And just as people can learn to play guitar or do yoga or hundred of other things from youtube videos – even if you don’t have other people giving feedback on your specific piece, you can always put it in a drawer for a few weeks or months until you can see the words on the page you actually wrote instead of the story in your head you meant to write. While doing so, write another piece, and then another. The practice writing, as well as the feedback when you start looking over older pieces, will help focus you on improving.

Whatever you do, whether you have feedback available or not, create more art. The act of writing more will help you to exercise the skills that are a writer’s toolbox, and by practicing, improve. Strive to tell the best story you can. Read voraciously; it’ll help you pick up new ways to do things, and remind you why you got into this business in the first place. But above all, as Neil Gaiman says,

Make good art.

I’m serious. Husband runs off with a politician? Make good art. Leg crushed and then eaten by mutated boa constrictor? Make good art. IRS on your trail? Make good art. Cat exploded? Make good art. Somebody on the Internet thinks what you do is stupid or evil or it’s all been done before? Make good art. Probably things will work out somehow, and eventually time will take the sting away, but that doesn’t matter. Do what only you do best. Make good art.
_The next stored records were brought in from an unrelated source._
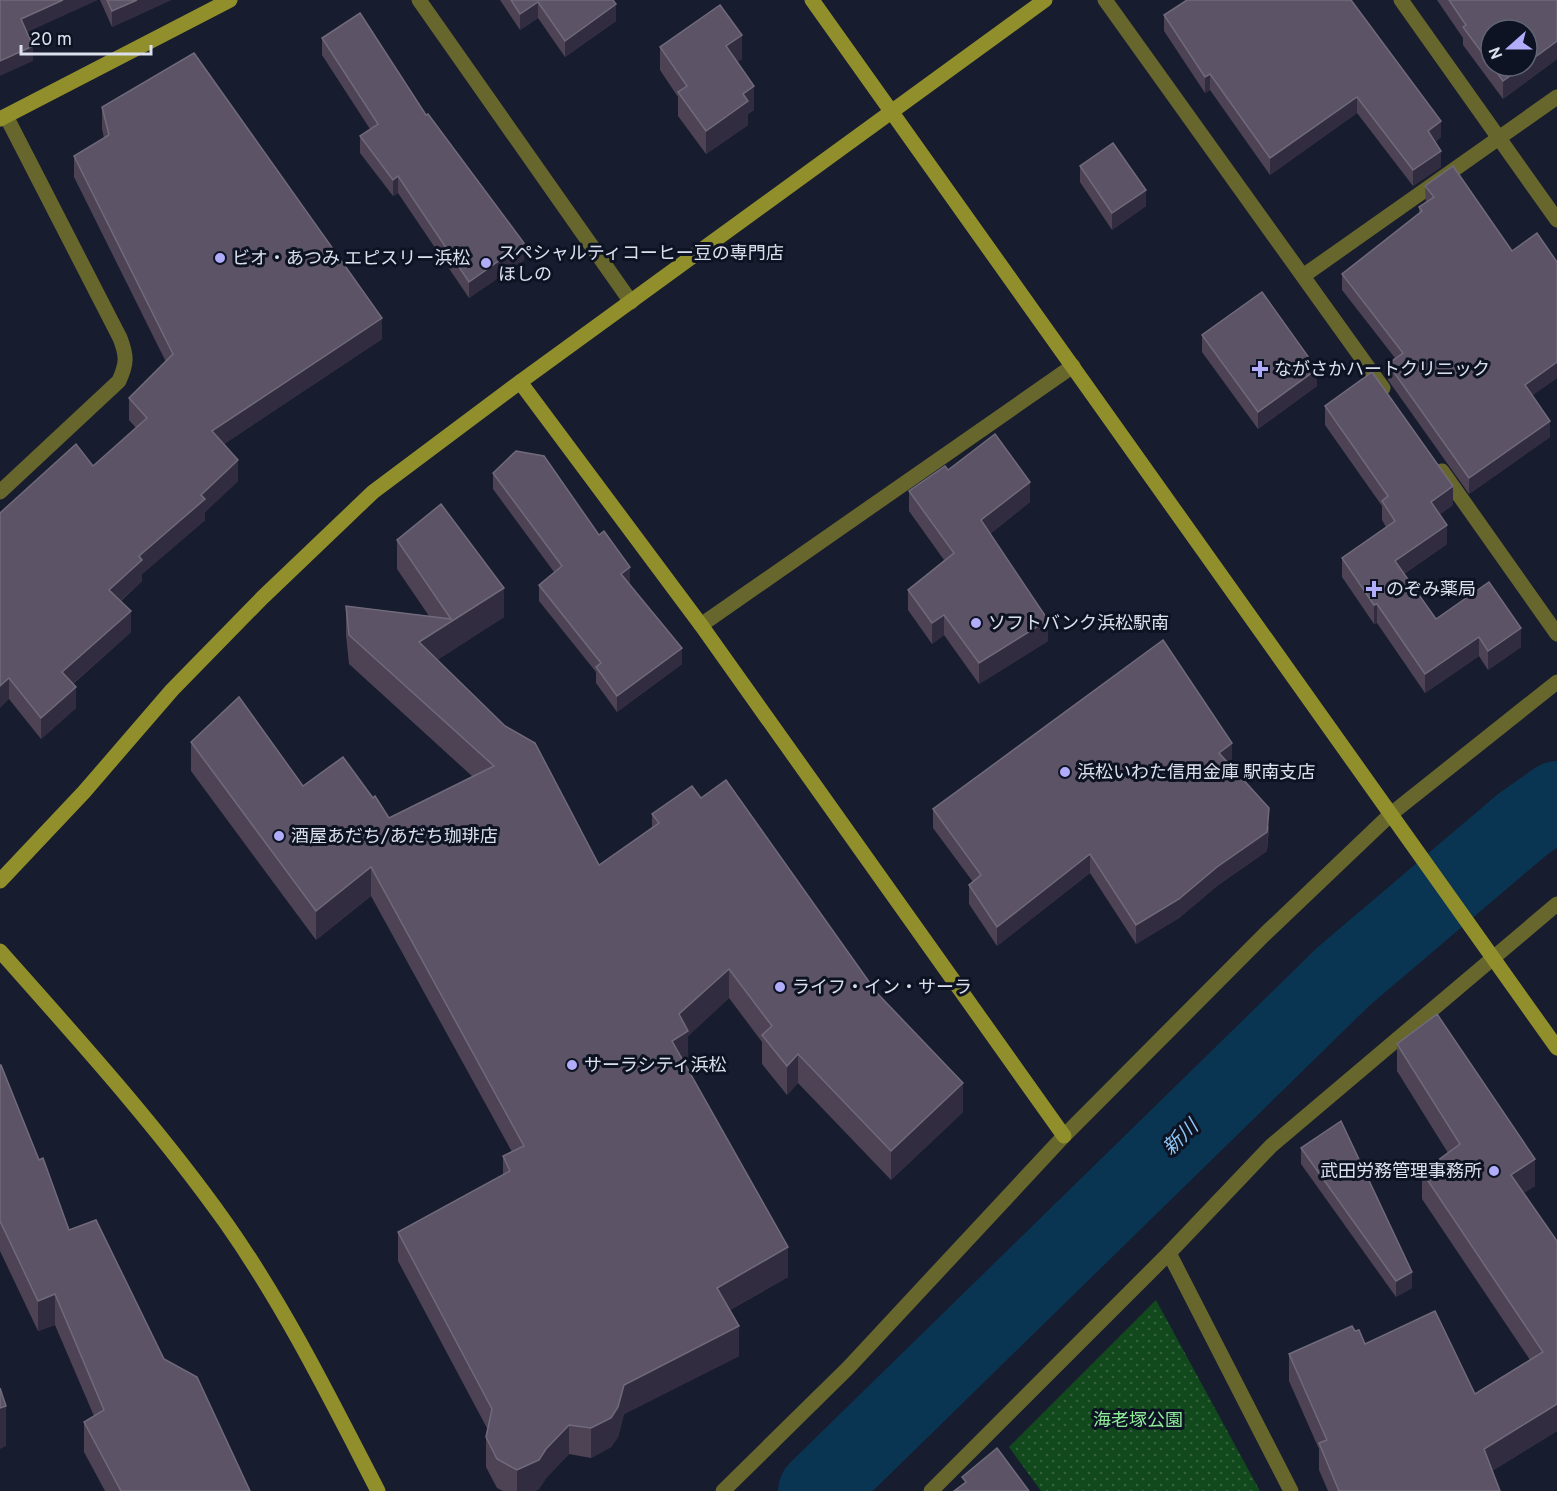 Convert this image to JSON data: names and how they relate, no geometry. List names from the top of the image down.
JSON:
{
  "water": ["新川"],
  "parks": ["海老塚公園"],
  "places": {
    "other": [
      "ビオ・あつみ エピスリー浜松",
      "スペシャルティコーヒー豆の専門店 ほしの",
      "ソフトバンク浜松駅南",
      "浜松いわた信用金庫 駅南支店",
      "酒屋あだち/あだち珈琲店",
      "ライフ・イン・サーラ",
      "サーラシティ浜松",
      "武田労務管理事務所"
    ],
    "health": ["ながさかハートクリニック", "のぞみ薬局"]
  },
  "scale_bar": "20 m",
  "north": "left"
}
Make it on the good days too.

On the other end of the scale, the “this is the awesomest thing ever!”, this is a great feeling, that will help motivate you through the hard grind of doing the actual work. On the other hand, once the story is finished and before you publish it, I beseech you to consider that you might be wrong. Send it out to a beta reader who reads in your genre, or ten. If one comes back with a bit they dislike, it might just be them. But if three come back and they’re all saying the same thing, then you want to take a good hard look at what they’re saying, and why that might be.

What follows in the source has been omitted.